(Stored records)
----------
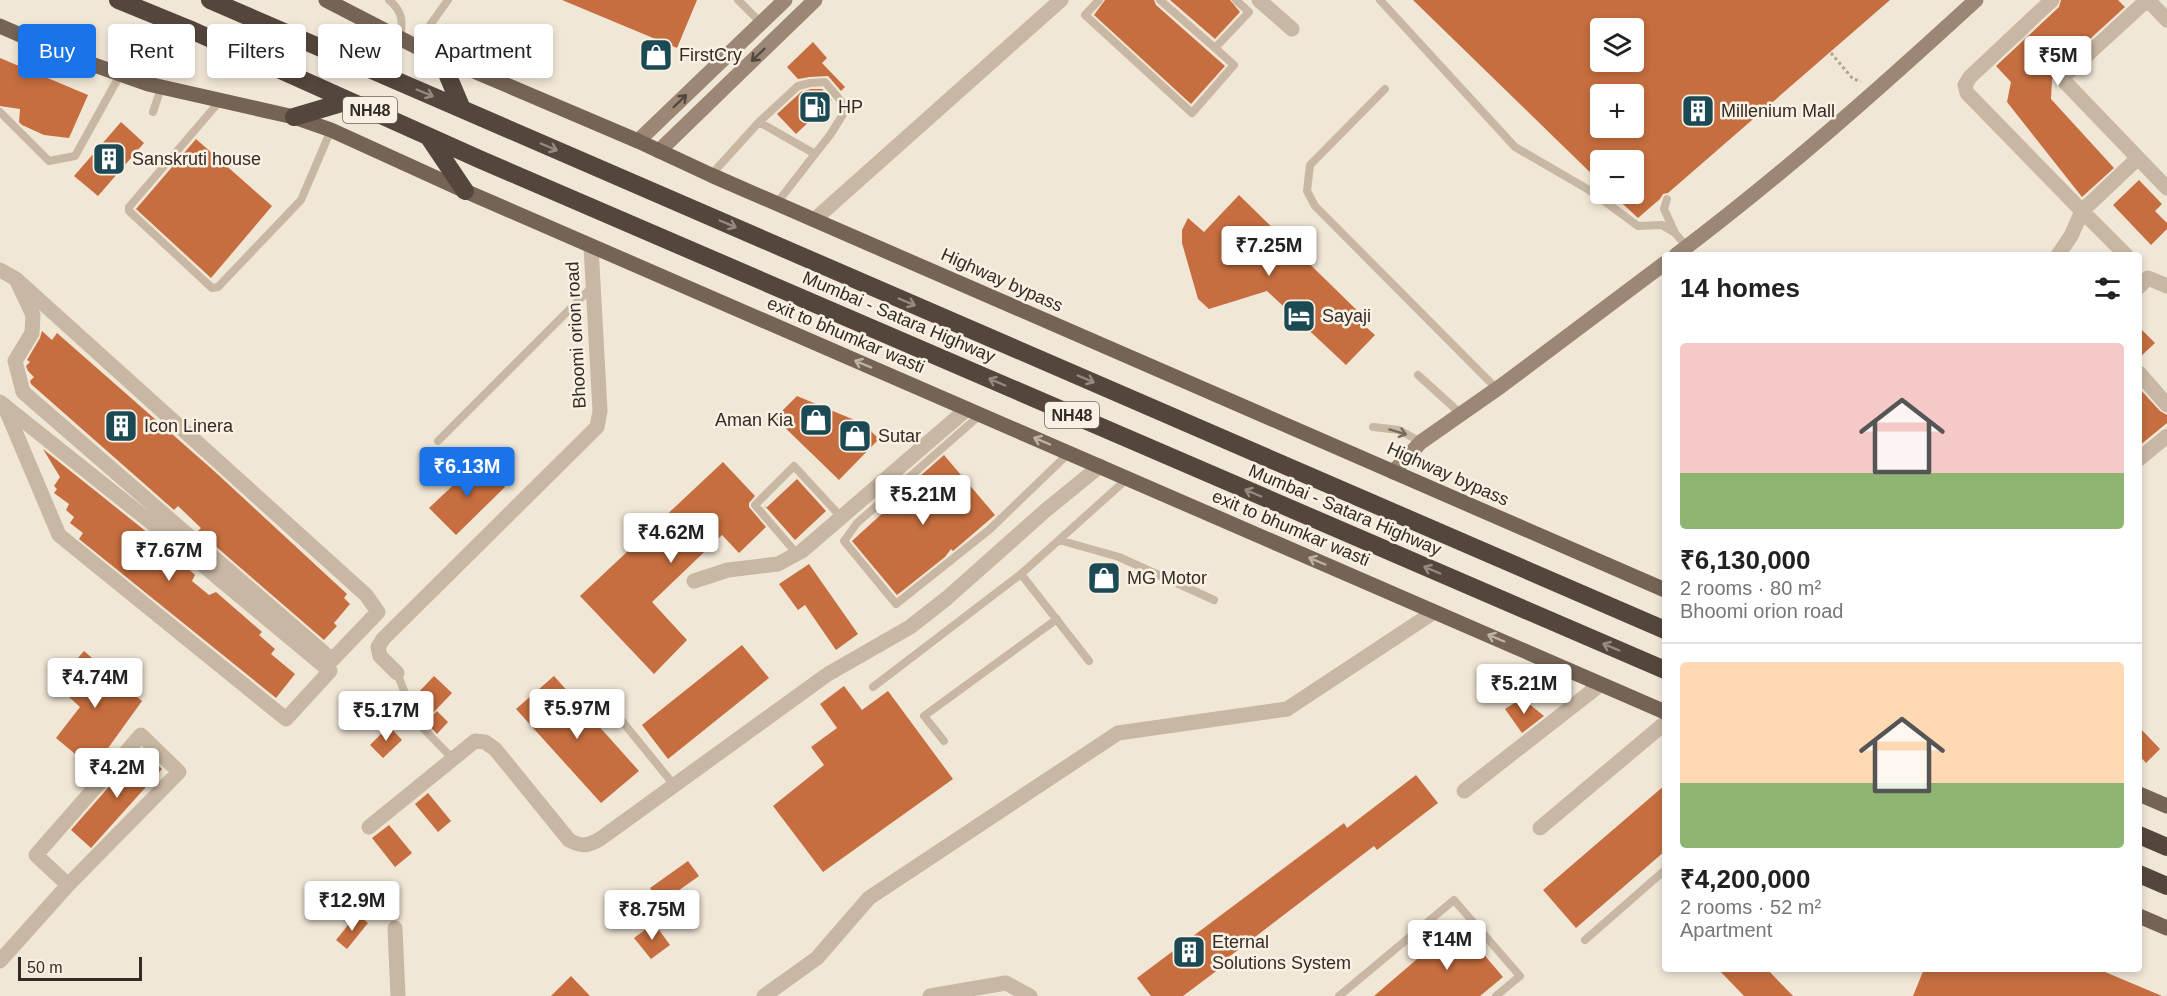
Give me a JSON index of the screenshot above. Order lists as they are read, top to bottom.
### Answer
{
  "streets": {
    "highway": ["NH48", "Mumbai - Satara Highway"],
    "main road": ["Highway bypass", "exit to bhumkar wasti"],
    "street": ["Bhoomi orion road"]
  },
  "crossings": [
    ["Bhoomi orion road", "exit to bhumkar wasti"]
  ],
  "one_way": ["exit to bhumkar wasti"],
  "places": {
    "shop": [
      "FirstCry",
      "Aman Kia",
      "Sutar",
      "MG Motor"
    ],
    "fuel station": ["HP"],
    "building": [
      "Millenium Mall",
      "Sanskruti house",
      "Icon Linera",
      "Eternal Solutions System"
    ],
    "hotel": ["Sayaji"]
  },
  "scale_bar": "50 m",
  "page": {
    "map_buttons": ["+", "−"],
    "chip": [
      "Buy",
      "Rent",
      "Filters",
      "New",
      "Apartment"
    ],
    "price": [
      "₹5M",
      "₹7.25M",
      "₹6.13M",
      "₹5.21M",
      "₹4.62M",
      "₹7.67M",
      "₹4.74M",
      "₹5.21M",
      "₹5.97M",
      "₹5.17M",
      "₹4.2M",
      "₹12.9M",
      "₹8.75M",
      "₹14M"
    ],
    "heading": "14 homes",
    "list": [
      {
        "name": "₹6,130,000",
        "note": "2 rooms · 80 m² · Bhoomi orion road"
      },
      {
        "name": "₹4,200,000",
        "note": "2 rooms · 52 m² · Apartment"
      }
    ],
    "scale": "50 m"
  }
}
----------
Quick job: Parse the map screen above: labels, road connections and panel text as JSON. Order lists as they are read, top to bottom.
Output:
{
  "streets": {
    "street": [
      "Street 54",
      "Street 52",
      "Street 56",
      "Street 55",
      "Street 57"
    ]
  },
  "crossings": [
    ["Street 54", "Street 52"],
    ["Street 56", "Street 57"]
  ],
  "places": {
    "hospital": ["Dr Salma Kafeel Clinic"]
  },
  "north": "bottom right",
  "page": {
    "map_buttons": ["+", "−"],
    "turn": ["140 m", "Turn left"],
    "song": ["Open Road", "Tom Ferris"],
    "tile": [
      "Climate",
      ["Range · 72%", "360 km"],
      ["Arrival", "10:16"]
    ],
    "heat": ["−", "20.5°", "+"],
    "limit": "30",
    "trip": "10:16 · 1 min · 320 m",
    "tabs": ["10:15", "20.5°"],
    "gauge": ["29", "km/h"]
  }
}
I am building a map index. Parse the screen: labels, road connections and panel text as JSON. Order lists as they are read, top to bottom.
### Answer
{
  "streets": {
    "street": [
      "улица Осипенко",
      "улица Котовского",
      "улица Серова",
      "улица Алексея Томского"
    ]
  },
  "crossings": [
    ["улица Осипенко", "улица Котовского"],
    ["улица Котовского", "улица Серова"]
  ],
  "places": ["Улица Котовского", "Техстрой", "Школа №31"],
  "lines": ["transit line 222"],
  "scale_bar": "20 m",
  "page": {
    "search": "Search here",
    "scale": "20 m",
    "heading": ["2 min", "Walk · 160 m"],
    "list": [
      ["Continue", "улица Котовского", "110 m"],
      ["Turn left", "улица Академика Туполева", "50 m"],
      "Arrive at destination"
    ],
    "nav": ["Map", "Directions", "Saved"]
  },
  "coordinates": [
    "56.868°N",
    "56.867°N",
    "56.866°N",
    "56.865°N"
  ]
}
----------
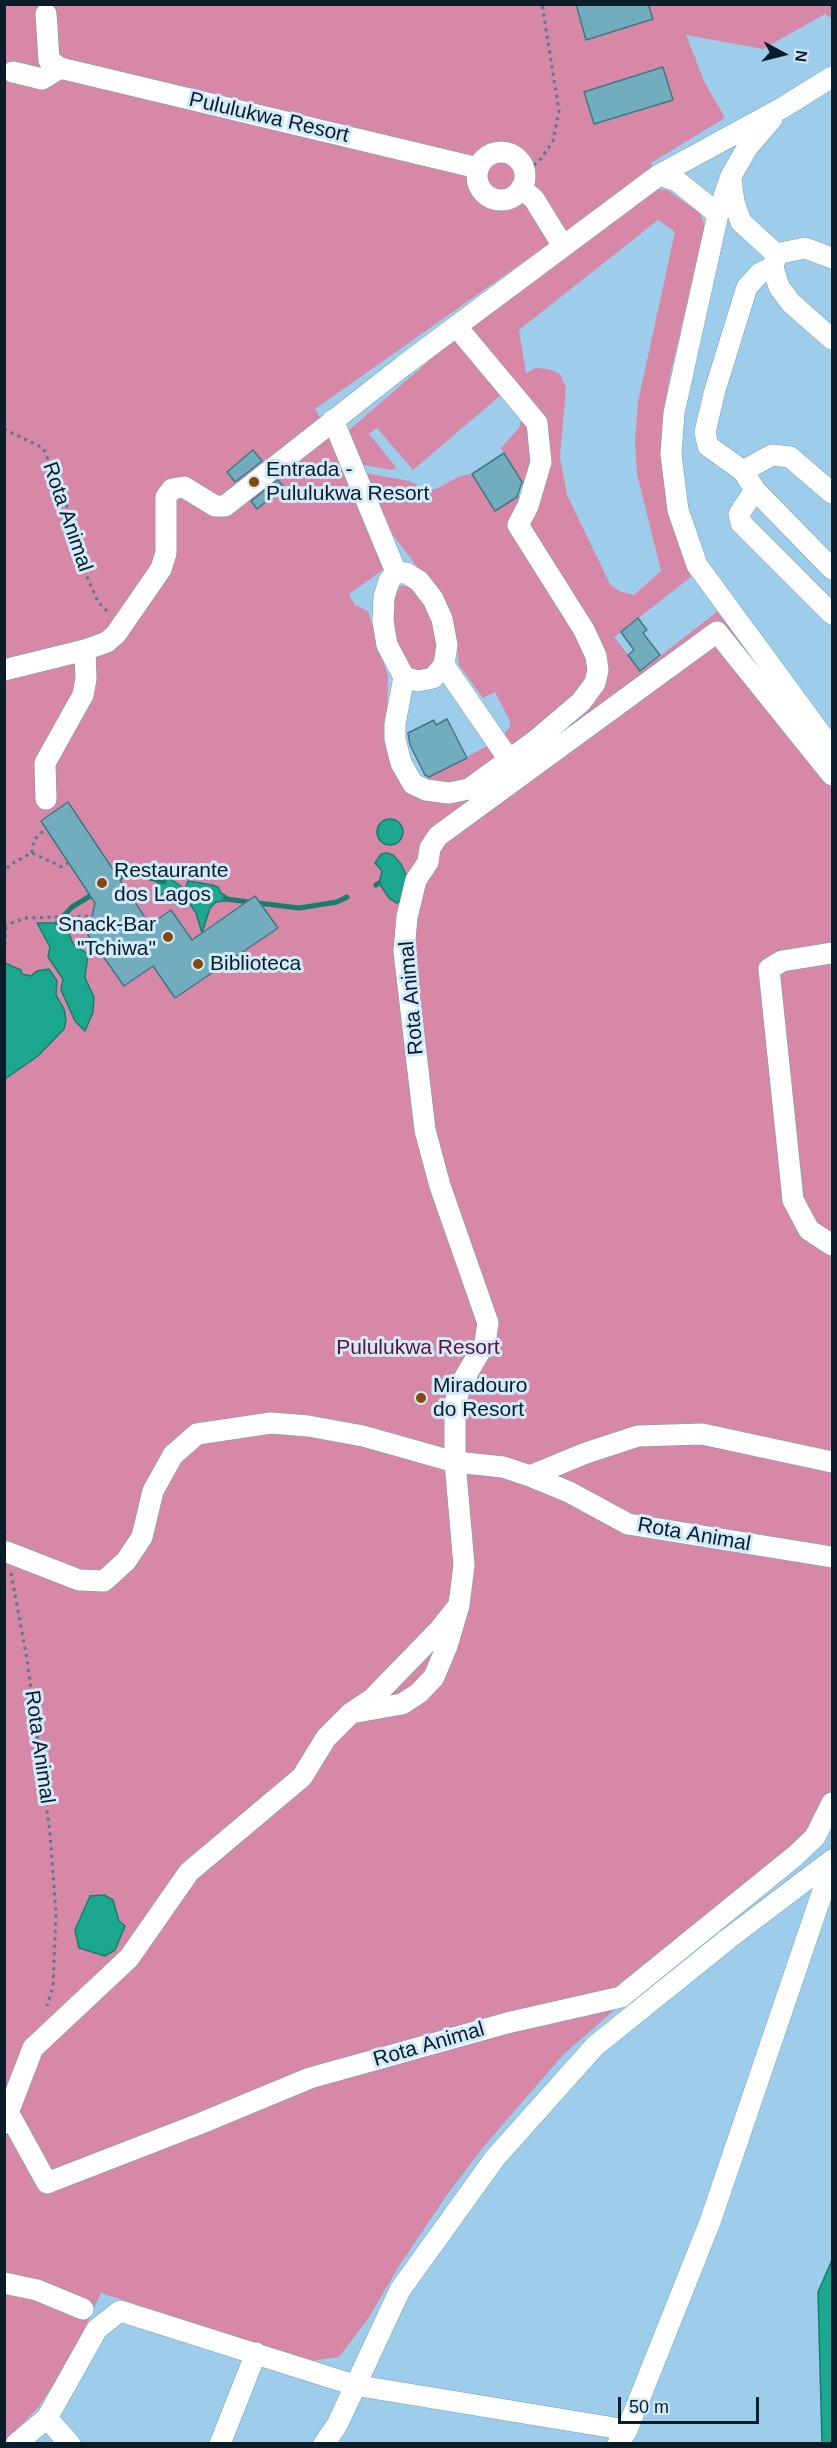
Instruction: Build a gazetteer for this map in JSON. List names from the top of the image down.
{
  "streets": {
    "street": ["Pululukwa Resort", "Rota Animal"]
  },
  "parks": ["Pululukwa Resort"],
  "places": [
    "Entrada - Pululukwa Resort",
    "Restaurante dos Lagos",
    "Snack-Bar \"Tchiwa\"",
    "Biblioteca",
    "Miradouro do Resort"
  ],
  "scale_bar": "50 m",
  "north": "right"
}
----------
Work order: Filter the entries down to the lines containing "lists". Copy each of those lines.

Problem solution:
Give me a JSON index of the screenshot above. Order lists as they are read, top to bottom.
Quick job: Parse the map screen above: labels, road connections and panel text as JSON. Order lists as they are read, top to bottom.
I am building a map index. Parse the screen: labels, road connections and panel text as JSON. Order lists as they are read, top to bottom.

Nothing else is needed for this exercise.